Collected data

○ ○ ○

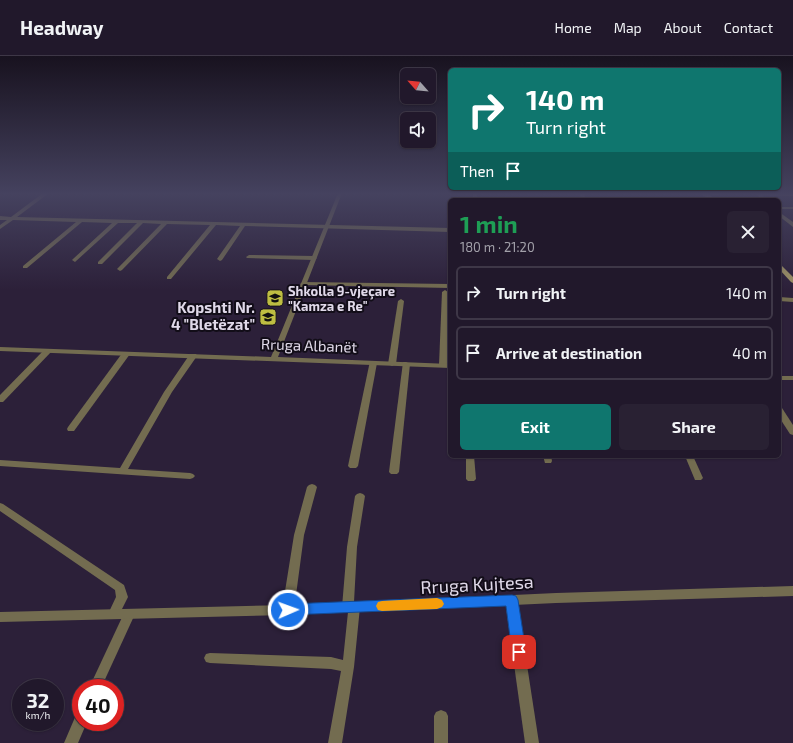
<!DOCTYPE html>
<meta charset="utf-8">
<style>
body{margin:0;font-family:"Exo 2",sans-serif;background:#292133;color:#f1f3f6;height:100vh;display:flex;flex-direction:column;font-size:15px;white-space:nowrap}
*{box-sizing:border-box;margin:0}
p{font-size:13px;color:#a2a0a9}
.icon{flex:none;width:22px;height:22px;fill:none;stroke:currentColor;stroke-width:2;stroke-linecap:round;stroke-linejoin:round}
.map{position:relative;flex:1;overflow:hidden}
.sheet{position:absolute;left:448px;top:142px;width:333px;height:260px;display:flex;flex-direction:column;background:#21182b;border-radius:6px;box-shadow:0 1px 3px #0004,0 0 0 1px #3e3747}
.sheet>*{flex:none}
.banner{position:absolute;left:448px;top:12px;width:333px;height:122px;border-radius:6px;box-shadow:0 1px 3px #0004,0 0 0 1px #3e3747;background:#0f766e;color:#fff;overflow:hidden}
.needle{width:26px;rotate:297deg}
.controls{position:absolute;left:400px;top:12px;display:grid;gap:8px}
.controls a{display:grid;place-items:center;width:36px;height:36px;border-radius:6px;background:#21182b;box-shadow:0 1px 3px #0004,0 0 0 1px #3e3747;font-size:20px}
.speed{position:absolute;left:12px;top:623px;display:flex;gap:8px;font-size:20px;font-weight:700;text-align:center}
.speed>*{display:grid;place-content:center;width:52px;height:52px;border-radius:50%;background:#21182b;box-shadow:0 1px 3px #0004,0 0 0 1px #3e3747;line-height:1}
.speed small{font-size:10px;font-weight:400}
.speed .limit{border:6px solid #d22;background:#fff;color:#111}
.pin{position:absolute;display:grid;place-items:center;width:34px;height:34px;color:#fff;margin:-17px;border-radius:8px;box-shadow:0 2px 6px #0006}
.me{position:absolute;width:44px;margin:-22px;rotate:88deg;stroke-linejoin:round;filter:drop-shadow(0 0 3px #0008)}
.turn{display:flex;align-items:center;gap:14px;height:84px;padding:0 12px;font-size:18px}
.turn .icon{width:52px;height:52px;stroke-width:2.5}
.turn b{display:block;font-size:28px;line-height:34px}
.then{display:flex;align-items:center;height:38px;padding:0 12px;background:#0003;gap:8px;font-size:15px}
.round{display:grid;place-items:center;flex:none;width:42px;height:42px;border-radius:6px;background:#292133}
.headline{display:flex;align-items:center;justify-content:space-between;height:68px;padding:0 12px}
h1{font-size:24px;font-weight:700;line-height:30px;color:#1e9e55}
.button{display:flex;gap:8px;margin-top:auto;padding:8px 12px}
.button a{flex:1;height:46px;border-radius:6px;background:#0f766e;color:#fff;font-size:16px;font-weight:700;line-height:46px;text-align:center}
.button a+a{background:#292133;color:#f1f3f6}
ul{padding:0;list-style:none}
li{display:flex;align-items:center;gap:12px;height:54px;margin:0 8px 6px;padding:0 4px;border:2px solid #3e3747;border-radius:6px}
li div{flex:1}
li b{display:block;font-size:15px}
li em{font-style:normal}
header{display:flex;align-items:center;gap:24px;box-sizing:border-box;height:56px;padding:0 20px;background:#21182b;border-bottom:1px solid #3e3747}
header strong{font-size:19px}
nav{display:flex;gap:22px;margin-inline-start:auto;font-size:14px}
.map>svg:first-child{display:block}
</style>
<header>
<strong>Headway</strong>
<nav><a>Home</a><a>Map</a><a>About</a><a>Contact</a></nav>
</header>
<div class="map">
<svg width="793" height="687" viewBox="0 0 793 687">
<rect width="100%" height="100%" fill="#2c2039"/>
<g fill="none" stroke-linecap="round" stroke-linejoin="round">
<!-- minor -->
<g fill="#736c50" fill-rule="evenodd">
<path d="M43 137H49L17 161 450 172V176L245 170 222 204 220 205 217 203 240 170 216 169 171 223H167V221L210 169 167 168 122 214 120 215 117 213 118 212 161 168 143 167 102 208H98V206L137 167H118L75 206 72 204 73 203 112 167 82 166 27 212H23V210L76 166 13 164 0 173V169L7 164H0V160L11 161Z"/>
<rect x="473" y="137" width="4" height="7"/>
<path d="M579 137H584L586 144H582Z"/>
<path d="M756 137H761L766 144H761Z"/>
<rect x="779" y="151" width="14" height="2"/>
<path d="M779 156 793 166V171L779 160Z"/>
<path d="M249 199 314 200 317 202 314 204 247 202 246 201Z"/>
<path d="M303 226 450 228V232L301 229 300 228Z"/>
<path d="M445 234 448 236 447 309 443 311 439 309 442 236Z"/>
<path d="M779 241 793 242V246L779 245Z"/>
<path d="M401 243 404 245 396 308 392 310 388 308 398 245Z"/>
<path d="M45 293H51L52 295 3 346H0V339Z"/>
<path d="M123 296H126L130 298 74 375H68L67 373 68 371Z"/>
<path d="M190 298H196L197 300 172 336 128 413 190 417 193 418 195 420 193 422 190 423 0 410V404L120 412 164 336Z"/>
<path d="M370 305H373L377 307 358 410 356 412H350L348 410Z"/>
<path d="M403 306H406L410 308 399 416 397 418H391L389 416Z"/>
<path d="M779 352H782L793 369V379L790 378 779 361Z"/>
<path d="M466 400H474L476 423 474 425H468L466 423Z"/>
<path d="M543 400H551L552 405 551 407H545Z"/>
<path d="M685 400H693L703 422 701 424H695Z"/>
<path d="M312 428 315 429 317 431 304 479 294 554 292 557 288 559 284 557 282 554 294 479 307 431 309 429Z"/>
<path d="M360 437 363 438 365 440 357 491 354 546 358 548 360 551 354 611 342 687H328L341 615 331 613 210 607 206 606 204 602 206 598 210 597 331 601 343 604 348 556 344 554 342 551 347 491 355 440 357 438Z"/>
<path d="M0 447 3 448 124 529 128 541 118 561 114 563 110 561 108 558 116 541 115 534 0 455Z"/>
<path d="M511 539 515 541 517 544 539 687H525L505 544 507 541Z"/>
<path d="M129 553 133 555 135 558 101 632H89L125 555Z"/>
<path d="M441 654 446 656 448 660V687H434V660L436 656Z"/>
<path d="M81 658V666H87L78 687H64L76 659Z"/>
</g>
<!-- tertiary -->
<g fill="#736c50" fill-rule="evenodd">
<path d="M338 137H342L278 301 450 308V312L0 295V291L271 301Z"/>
<rect x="779" y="320" width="14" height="4"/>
<path d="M793 530V540L556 547 288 559 0 566V556L288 549 556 537Z"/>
</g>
<!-- secondary -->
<g fill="#9f9365" fill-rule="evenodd">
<path d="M702 137H706L717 144H711L702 139Z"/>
<path d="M779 208 781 209 793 221V227L791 226 779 213Z"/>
</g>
<!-- primary -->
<g fill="#c1b176" fill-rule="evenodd">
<path d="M699 137H721L718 139Z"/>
<path d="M754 137H793V140L757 139Z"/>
</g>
</g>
<!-- sky -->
<linearGradient id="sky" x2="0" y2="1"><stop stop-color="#18121f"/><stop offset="0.59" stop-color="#45425f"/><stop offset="1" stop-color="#45425f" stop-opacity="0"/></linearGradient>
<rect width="793" height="234" fill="url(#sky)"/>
<!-- route -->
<path fill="#1a73e8" stroke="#114b97" d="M512 539 516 540 518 544 526 596 524 601 519 602 514 601 512 596 506 550 288 559 283 558 281 554 283 550 288 548Z"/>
<!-- slow -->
<path fill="#f59e0b" d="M437 542 442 544 444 548 442 551 437 553 382 555 378 554 376 550 378 546 382 545Z"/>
<!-- icons -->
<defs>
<g id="school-square" transform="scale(0.9)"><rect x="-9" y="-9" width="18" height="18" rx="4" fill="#bebe42" stroke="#120d18"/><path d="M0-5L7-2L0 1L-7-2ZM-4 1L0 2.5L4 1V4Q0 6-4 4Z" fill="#111"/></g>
</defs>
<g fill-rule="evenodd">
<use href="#school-square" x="275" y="242"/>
<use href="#school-square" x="268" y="261"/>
</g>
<g text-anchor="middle" stroke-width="4" stroke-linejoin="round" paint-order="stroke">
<!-- far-poi labels -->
<g font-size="13" font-weight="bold" fill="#e0d9e9" stroke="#120d18" text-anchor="start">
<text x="288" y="240">Shkolla 9-vjeçare<tspan x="288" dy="15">"Kamza e Re"</tspan></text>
</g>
<!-- poi labels -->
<g font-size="15" font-weight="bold" fill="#e0d9e9" stroke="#120d18" text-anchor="end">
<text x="255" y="257">Kopshti Nr.<tspan x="255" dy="17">4 "Bletëzat"</tspan></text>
</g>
<!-- street labels -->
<g font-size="15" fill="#e0d9e9" stroke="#120d18">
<text transform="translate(309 290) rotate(2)" y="5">Rruga Albanët</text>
</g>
<!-- near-street labels -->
<g font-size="18" fill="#e0d9e9" stroke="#120d18">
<text transform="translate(477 529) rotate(-3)" y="6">Rruga Kujtesa</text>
</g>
</g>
</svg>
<div class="controls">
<a><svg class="needle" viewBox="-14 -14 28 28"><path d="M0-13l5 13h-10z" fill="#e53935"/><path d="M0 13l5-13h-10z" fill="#a2a0a9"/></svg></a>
<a><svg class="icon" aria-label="sound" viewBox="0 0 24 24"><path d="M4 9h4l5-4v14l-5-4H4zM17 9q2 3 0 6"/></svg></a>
</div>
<div class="speed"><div>32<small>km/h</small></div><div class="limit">40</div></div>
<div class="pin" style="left:519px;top:596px;background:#d93025"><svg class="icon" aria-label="arrive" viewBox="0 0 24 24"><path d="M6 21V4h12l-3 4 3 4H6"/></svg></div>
<svg class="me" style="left:288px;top:554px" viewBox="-20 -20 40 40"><circle r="17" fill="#1a73e8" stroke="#fff" stroke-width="3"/><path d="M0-11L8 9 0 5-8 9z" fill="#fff"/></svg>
<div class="banner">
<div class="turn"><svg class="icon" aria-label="right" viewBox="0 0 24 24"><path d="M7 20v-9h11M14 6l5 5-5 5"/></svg><div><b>140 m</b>Turn right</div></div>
<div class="then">Then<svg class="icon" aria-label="arrive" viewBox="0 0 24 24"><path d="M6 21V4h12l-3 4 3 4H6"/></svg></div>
</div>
<section class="sheet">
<div class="headline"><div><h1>1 min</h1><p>180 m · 21:20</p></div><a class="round"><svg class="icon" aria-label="close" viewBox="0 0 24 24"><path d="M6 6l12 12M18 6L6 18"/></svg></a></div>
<ul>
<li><svg class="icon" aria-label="right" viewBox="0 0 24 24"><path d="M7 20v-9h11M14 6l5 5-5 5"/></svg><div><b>Turn right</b></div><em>140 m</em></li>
<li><svg class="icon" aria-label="arrive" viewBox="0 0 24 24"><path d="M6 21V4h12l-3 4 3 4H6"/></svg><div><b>Arrive at destination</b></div><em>40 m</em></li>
</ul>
<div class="button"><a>Exit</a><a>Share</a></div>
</section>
</div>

○ ○ ○

REQUIRED WORK
Go through the data line by line and say how many lines contain "speed". Give the number alone.

SOLUTION TO THIS EXERCISE
5